Pierre Hines recently won a $20,000 grant from the Atlantic Council in recognition of his remarkable nonprofit startup, Caribbean Returning Nationals Foundation, which he joined to support economic development in Caribbean countries. The organization was founded by Arlene Graham.
“‘Brain drain,’ the process by which a country loses skilled labor through emigration to developed countries, is a significant challenge for Caribbean countries. Many countries have lost more than 70 percent of their educated workforce,” Pierre explains.
For Pierre, this is a personal cause. “I am one of 1.2 million children in the United States with at least one Caribbean-born parent.

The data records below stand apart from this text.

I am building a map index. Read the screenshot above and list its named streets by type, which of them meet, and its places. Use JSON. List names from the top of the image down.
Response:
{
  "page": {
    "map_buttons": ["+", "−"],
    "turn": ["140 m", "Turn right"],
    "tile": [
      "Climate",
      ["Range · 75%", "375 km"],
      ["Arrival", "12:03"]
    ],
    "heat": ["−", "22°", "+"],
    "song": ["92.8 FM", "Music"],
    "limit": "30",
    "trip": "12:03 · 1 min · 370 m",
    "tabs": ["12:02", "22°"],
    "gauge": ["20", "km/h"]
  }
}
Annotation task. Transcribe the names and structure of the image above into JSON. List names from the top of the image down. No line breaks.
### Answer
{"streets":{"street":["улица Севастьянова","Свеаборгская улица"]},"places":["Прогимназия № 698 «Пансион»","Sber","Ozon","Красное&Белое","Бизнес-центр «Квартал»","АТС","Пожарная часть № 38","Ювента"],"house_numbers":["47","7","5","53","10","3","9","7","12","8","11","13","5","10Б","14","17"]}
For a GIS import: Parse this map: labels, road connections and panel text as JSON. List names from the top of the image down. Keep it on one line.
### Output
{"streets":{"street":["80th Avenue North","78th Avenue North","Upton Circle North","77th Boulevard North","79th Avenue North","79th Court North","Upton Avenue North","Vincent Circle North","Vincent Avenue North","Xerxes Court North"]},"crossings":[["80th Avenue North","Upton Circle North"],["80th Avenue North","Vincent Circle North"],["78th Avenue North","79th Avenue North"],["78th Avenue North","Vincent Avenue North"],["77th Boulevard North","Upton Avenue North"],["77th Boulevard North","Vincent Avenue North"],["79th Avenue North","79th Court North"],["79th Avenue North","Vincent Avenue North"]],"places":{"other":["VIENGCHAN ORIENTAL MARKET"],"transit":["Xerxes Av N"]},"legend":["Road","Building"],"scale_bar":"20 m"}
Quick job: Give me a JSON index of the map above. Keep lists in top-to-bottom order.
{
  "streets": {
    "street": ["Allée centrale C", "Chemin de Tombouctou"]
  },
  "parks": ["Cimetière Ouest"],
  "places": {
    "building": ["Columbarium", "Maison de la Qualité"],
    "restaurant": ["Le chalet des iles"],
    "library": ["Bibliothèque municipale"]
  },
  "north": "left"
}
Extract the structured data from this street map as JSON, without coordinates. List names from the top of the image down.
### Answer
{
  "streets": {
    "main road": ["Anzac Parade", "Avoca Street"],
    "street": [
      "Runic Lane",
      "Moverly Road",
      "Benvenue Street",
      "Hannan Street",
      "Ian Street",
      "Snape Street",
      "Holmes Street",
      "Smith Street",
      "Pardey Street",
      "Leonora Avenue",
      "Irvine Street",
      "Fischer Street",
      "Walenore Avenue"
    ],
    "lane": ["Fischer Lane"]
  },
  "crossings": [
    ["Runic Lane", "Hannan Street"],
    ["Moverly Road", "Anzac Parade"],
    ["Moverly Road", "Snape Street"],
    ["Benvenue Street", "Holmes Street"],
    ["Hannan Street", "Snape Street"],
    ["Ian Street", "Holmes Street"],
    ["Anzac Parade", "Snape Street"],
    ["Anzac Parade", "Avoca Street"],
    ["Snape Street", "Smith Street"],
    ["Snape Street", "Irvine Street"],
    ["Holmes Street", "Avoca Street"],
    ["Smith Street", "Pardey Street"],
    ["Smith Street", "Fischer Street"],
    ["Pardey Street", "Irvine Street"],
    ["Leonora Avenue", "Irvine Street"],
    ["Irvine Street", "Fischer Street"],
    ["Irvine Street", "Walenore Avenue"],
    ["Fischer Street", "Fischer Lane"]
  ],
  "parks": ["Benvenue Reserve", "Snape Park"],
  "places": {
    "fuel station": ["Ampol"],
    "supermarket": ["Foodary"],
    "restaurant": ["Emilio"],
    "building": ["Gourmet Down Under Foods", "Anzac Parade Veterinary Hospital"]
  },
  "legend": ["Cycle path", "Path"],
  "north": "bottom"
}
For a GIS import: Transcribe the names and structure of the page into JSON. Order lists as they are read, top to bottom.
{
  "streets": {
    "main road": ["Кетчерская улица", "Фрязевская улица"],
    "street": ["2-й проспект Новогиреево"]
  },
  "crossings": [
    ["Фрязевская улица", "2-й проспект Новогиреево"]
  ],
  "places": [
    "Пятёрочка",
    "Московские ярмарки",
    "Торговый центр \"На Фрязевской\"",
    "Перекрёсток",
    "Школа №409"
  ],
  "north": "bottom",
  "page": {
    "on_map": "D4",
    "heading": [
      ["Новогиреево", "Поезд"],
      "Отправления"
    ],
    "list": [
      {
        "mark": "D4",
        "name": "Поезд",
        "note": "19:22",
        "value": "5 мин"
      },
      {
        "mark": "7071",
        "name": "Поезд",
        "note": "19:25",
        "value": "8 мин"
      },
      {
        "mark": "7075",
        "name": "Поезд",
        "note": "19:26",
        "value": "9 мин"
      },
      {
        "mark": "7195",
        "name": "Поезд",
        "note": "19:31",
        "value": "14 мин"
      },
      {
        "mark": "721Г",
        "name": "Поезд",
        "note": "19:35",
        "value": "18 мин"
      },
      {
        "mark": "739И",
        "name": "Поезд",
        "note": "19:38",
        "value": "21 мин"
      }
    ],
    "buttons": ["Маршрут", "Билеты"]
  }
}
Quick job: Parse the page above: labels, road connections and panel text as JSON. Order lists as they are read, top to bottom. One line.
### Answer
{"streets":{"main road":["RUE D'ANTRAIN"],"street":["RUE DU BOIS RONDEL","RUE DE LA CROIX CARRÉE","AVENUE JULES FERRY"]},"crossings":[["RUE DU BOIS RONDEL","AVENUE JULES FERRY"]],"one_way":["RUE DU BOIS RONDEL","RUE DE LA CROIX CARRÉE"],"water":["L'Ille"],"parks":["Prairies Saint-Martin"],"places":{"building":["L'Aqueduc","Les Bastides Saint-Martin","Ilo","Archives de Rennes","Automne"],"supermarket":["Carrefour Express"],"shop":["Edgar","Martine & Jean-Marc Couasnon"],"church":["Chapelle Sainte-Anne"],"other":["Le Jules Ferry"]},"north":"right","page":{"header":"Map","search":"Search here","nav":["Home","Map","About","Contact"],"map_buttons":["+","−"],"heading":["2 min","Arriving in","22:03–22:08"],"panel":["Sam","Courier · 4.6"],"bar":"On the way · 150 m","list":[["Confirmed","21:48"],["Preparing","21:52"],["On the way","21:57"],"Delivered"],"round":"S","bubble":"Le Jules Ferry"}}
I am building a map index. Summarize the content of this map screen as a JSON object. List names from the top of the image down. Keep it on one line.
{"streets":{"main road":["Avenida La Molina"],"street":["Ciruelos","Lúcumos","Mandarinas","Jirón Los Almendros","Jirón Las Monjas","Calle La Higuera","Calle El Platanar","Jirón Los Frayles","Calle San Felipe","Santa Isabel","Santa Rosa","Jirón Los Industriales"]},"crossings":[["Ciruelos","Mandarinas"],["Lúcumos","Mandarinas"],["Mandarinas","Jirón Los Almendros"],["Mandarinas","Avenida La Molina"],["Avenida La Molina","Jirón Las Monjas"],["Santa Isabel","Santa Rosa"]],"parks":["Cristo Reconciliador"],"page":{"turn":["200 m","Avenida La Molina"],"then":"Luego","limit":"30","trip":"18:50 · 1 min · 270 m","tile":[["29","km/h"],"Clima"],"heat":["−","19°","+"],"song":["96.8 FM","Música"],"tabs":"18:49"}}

My Jamaican father and his entire family immigrated to the United States in the 1970’s, and that decision is one the reasons I’ve had world-class educational and professional opportunities.”
“However,” he continues, “I understand that the migration of skilled labor creates challenges for local governments because they lose tax revenue that emigrants would have generated and human capital that emigrants would have contributed.”
Those who return to the Caribbean with quality education from the US or other more developed countries also face challenges. He notes, “It is problematic to have persons with MBAs working as bank tellers. And, for example, I have met a promising person with a master’s degree in engineering who took a job as a locksmith upon returning to the Caribbean.”
With 3.5 million immigrants from the Caribbean living in the U.S., Pierre hopes to tap into that Caribbean diaspora to foster economic development in the region. They are working on two specific initiatives now.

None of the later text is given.